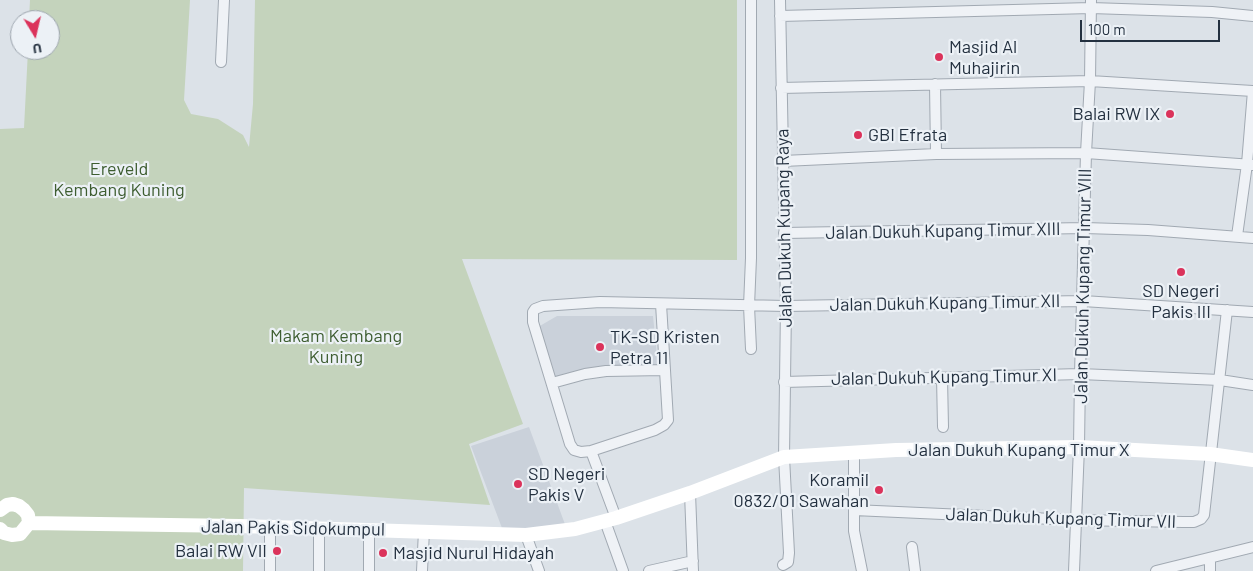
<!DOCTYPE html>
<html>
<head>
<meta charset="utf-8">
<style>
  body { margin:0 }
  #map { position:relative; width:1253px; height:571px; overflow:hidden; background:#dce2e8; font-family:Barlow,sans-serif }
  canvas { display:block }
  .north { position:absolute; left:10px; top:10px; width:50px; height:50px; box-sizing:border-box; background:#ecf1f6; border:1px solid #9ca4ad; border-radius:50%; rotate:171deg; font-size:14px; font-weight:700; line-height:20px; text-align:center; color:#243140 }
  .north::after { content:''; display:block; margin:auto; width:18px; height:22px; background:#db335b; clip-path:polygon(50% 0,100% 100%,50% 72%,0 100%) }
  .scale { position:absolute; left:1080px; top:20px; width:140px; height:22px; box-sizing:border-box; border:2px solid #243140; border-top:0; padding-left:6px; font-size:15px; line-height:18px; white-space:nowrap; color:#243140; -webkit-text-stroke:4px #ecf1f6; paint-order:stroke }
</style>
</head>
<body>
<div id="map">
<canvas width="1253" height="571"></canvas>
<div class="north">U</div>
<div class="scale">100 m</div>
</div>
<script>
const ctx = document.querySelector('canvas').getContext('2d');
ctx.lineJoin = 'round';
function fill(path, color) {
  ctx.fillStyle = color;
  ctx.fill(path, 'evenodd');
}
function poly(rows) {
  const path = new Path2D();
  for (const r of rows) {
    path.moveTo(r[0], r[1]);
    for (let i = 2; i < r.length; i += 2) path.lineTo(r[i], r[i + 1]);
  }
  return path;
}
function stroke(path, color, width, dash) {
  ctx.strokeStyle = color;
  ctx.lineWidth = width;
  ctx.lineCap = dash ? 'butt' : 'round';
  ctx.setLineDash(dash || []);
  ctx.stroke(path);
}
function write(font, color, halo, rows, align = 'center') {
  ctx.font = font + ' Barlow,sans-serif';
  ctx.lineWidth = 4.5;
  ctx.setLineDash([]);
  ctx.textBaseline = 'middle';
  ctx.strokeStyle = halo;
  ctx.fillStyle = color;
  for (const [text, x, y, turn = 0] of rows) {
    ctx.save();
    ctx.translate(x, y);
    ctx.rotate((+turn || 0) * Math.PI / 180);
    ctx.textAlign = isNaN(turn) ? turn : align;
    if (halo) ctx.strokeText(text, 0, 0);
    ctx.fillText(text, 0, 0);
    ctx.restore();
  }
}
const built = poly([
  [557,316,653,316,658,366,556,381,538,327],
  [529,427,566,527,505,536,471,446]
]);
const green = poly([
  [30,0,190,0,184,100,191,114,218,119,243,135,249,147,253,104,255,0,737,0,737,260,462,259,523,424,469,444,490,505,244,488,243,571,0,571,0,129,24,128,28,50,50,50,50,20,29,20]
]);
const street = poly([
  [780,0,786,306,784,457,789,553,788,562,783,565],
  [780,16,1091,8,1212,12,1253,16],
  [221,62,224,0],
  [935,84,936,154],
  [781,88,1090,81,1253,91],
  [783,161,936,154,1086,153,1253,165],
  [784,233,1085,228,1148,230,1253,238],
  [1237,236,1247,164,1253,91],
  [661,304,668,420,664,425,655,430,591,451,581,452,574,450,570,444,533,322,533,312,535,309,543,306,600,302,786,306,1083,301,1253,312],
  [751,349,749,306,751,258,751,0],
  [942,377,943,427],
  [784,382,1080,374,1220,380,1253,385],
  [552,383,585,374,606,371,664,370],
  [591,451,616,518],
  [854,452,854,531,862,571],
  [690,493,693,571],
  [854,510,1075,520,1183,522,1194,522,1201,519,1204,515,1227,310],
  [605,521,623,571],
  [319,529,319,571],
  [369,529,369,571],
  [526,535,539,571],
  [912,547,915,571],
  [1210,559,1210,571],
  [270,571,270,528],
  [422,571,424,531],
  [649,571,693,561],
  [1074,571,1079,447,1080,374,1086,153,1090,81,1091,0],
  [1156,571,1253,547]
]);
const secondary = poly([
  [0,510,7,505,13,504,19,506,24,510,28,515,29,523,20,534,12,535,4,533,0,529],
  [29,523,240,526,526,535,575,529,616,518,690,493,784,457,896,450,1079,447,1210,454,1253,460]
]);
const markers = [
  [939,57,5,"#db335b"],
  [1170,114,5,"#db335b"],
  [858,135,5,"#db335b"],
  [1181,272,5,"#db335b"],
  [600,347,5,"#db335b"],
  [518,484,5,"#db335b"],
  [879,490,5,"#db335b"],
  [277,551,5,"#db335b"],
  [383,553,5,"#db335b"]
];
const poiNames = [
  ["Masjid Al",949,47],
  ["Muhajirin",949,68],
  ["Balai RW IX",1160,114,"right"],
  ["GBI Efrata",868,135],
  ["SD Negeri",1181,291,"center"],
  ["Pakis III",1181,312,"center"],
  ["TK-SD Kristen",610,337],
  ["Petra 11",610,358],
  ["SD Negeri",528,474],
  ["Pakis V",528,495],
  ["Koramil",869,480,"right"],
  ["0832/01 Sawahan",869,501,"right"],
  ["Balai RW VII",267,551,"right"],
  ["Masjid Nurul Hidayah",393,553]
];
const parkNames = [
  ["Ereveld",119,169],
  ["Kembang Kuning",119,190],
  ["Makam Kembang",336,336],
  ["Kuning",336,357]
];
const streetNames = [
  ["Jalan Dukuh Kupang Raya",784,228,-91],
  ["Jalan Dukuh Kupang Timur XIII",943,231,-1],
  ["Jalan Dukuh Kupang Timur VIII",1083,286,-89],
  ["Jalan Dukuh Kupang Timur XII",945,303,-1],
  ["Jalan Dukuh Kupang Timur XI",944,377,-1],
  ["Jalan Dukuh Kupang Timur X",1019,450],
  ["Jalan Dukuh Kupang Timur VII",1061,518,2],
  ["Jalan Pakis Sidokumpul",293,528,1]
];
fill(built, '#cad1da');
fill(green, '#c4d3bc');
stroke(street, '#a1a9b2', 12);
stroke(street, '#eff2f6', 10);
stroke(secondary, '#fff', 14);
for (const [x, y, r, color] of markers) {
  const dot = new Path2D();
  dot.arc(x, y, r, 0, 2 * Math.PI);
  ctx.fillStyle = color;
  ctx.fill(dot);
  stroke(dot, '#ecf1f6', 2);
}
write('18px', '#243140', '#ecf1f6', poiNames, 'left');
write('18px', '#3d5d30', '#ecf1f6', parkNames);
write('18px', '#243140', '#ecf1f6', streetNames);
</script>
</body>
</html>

***

Aim of the exercise —
In the preceding material, find each line holding the word "rows" and copy it out.

Answer box —
function poly(rows) {
  for (const r of rows) {
function write(font, color, halo, rows, align = 'center') {
  for (const [text, x, y, turn = 0] of rows) {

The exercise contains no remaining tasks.